Marine a obtenu son CDI durant le premier confinement : on peut donc supposer que la qualité de son travail n'était pas remise en cause. C'est bien plus l'insécurité de son supérieur pour gérer la distance qui transparaît (il correspond au style de management « de contrôle » que nous avons développé précédemment).

Pour Lucas, travaillant dans une entreprise publique française à Londres, la relation horizontale qu'il entretenait avec son manager s'est transformée, avec le télétravail, en micro-management très poussé :

« Mais au départ pendant un mois il nous appelait trois fois par jour comme ça sans prévenir. Honnêtement j'ai pas envie de faire la théorie du complot comme quoi il nous appelait sans aucun motif pour voir si on répondait et qu'on était pas en train de faire autre chose, je pense pas qu'il est à ce point-là mais en fait à chaque petit truc à la con il nous appelait quoi » (Lucas)

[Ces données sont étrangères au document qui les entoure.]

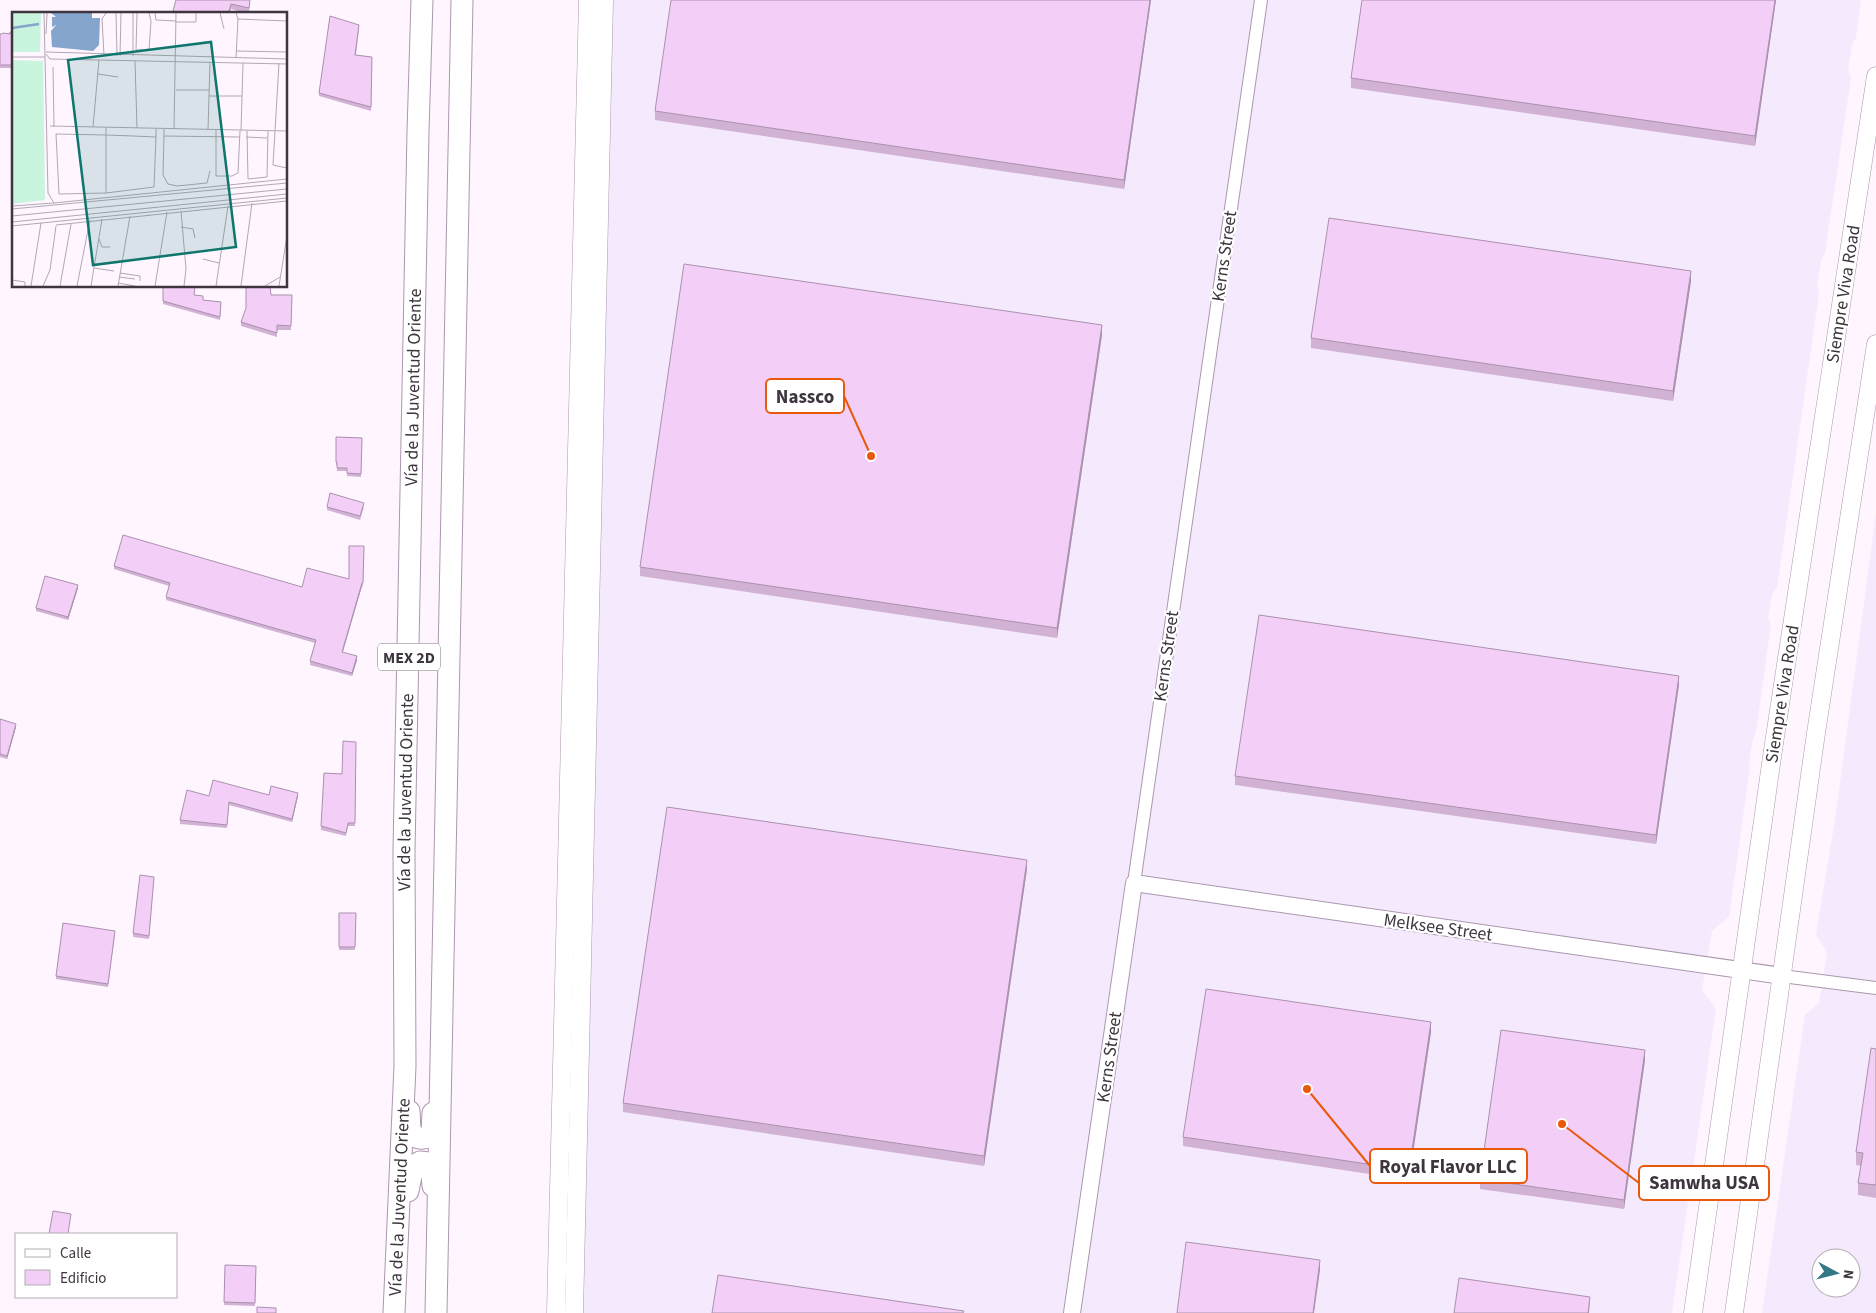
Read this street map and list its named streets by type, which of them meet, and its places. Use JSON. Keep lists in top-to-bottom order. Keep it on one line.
{"streets":{"highway":["Vía de la Juventud Oriente","MEX 2D"],"main road":["Siempre Viva Road"],"street":["Kerns Street","Melksee Street"]},"crossings":[["Kerns Street","Melksee Street"],["Siempre Viva Road","Melksee Street"]],"places":["Nassco","Royal Flavor LLC","Samwha USA"],"legend":["Calle","Edificio"],"north":"right"}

Même s'il percevait le caractère abusif de ces appels, il se tenait disponible tout en notant la différence avec le degré de disponibilité en présentiel :

« Quand c'est ton chef qui t'appelle dans tous les cas en général il s'attend à ce que tu répondes, que tu arrêtes ce que tu fasses pour répondre ; pareil si c'est un client qui m'appelle, je vais répondre je ne vais pas lui raccrocher au nez. Mais là c'était vraiment beaucoup, à l'époque tu ne prenais pas le téléphone quatre fois par jour pour appeler tes collaborateurs ; tu faisais un point téléphonique ou autre chose. » (Lucas)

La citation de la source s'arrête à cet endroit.